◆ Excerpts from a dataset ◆
######

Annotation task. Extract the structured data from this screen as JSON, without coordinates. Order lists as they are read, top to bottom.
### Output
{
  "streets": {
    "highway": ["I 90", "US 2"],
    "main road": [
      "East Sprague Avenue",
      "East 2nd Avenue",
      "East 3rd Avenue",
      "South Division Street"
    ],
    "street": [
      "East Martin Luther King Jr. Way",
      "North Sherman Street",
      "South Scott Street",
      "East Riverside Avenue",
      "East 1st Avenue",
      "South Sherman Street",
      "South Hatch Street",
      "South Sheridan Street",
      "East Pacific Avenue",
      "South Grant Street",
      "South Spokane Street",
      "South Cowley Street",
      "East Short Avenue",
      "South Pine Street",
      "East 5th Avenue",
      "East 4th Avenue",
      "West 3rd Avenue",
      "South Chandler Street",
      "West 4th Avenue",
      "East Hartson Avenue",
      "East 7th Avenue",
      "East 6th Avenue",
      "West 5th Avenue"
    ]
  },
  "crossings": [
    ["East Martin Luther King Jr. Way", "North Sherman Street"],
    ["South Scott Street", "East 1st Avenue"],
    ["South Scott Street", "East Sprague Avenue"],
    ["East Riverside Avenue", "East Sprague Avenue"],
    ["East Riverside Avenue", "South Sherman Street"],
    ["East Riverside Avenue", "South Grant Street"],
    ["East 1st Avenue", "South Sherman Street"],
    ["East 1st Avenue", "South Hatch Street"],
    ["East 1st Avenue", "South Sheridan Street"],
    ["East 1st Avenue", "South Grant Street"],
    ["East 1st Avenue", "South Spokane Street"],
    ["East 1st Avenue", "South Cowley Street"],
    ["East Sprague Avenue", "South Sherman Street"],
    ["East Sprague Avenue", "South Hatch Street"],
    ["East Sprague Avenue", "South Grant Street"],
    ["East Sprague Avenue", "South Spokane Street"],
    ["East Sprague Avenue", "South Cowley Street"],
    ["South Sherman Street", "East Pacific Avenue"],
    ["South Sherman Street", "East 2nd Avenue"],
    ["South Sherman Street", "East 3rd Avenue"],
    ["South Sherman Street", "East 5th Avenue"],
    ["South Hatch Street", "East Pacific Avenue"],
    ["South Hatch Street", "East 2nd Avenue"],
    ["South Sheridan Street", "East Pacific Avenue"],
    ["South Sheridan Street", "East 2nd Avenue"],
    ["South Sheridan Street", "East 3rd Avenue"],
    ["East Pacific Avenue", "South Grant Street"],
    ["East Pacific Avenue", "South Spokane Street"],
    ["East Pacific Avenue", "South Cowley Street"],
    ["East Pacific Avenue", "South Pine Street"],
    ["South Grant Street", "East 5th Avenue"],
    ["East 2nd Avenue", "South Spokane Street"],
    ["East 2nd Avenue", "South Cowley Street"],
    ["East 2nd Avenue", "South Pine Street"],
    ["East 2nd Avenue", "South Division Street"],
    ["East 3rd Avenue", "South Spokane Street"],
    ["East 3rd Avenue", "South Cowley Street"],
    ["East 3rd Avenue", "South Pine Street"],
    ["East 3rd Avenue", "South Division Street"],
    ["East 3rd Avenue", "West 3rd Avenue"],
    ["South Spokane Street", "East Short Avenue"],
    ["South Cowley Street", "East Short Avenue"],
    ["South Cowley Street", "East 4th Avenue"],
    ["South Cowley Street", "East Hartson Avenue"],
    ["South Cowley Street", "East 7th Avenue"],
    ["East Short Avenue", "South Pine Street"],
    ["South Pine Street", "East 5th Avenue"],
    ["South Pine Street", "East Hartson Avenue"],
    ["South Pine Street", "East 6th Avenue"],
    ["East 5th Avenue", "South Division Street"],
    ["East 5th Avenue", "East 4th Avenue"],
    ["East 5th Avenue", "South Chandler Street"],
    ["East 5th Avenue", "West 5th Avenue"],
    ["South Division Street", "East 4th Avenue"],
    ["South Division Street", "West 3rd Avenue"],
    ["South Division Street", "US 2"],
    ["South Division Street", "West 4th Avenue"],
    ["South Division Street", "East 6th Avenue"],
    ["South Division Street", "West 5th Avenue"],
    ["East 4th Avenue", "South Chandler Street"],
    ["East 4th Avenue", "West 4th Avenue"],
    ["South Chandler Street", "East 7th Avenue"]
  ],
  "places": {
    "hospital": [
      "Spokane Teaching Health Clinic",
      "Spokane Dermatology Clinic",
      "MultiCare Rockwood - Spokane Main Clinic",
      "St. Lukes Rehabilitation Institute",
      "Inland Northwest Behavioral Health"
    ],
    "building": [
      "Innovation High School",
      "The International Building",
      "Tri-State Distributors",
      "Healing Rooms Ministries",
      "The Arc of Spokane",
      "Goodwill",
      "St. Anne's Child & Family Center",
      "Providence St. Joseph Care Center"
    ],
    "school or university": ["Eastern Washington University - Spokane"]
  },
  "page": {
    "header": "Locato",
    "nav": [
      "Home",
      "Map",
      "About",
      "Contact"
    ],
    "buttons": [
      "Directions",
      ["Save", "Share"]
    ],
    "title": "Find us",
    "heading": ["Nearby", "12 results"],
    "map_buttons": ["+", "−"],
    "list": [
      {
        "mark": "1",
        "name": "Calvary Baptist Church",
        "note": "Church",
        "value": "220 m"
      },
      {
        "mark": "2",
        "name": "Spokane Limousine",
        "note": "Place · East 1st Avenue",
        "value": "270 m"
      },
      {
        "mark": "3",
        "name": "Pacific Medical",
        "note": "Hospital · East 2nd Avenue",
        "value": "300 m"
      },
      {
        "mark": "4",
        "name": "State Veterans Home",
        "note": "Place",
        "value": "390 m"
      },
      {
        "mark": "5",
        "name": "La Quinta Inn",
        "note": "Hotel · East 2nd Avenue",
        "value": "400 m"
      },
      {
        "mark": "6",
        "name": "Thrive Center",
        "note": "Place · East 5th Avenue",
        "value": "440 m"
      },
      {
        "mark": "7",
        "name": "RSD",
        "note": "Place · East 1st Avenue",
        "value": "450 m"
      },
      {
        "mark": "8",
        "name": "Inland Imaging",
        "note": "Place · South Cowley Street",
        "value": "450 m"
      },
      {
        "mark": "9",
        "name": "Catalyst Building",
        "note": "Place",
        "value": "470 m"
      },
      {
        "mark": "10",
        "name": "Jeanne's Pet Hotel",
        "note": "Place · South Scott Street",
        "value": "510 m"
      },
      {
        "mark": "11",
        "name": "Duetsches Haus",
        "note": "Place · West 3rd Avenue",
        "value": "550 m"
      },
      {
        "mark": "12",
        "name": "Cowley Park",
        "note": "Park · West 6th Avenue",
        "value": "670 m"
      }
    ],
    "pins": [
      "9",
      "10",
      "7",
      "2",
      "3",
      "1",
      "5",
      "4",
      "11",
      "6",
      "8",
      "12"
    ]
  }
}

######

◆ Problem statement ◆
Search the entries for the word "Cowley" and report how many lines contain it, as a bare number.

◆ Written response ◆
12